_Aim of the task_. Check each line of the material below for "پلاس", then copy the ones that contain it.

_Exercise data_.
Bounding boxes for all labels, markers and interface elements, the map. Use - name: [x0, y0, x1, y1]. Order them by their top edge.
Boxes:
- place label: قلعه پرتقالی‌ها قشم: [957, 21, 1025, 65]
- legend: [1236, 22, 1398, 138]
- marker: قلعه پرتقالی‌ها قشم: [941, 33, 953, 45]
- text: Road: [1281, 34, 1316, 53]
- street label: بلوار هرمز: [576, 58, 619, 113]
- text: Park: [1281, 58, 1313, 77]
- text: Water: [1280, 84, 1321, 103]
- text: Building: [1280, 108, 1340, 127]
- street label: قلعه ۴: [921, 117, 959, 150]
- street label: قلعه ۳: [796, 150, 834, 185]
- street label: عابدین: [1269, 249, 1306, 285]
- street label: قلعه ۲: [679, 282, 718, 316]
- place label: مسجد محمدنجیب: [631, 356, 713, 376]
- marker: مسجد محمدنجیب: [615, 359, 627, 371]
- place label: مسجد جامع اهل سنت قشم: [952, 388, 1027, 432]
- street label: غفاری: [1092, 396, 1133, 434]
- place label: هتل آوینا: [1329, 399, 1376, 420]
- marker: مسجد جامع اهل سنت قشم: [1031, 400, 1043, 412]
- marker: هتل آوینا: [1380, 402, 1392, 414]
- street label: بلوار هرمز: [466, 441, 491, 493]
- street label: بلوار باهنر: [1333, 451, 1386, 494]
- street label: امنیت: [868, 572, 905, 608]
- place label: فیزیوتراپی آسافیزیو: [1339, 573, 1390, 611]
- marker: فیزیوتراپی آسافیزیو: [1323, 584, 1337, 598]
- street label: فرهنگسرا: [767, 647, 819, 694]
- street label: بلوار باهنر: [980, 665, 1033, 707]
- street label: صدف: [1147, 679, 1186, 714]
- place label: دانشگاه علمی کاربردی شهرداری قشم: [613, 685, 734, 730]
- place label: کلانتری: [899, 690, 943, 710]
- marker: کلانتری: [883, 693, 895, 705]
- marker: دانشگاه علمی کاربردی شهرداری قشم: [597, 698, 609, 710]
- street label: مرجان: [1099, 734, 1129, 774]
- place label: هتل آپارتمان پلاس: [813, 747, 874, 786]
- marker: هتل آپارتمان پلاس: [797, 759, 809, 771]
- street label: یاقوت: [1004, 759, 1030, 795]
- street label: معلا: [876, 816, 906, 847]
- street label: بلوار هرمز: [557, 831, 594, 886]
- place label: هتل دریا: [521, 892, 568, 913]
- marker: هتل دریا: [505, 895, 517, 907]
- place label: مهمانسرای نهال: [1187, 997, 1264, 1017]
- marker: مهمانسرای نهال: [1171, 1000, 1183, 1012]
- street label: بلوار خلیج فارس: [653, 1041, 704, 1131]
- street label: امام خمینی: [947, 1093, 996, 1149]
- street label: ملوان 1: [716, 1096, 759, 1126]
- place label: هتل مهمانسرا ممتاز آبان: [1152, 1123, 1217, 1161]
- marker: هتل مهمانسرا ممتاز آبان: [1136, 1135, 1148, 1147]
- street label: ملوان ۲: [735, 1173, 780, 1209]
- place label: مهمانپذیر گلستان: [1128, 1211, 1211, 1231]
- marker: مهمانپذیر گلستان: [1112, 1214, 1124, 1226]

_Problem solution_.
- place label: هتل آپارتمان پلاس: [813, 747, 874, 786]
- marker: هتل آپارتمان پلاس: [797, 759, 809, 771]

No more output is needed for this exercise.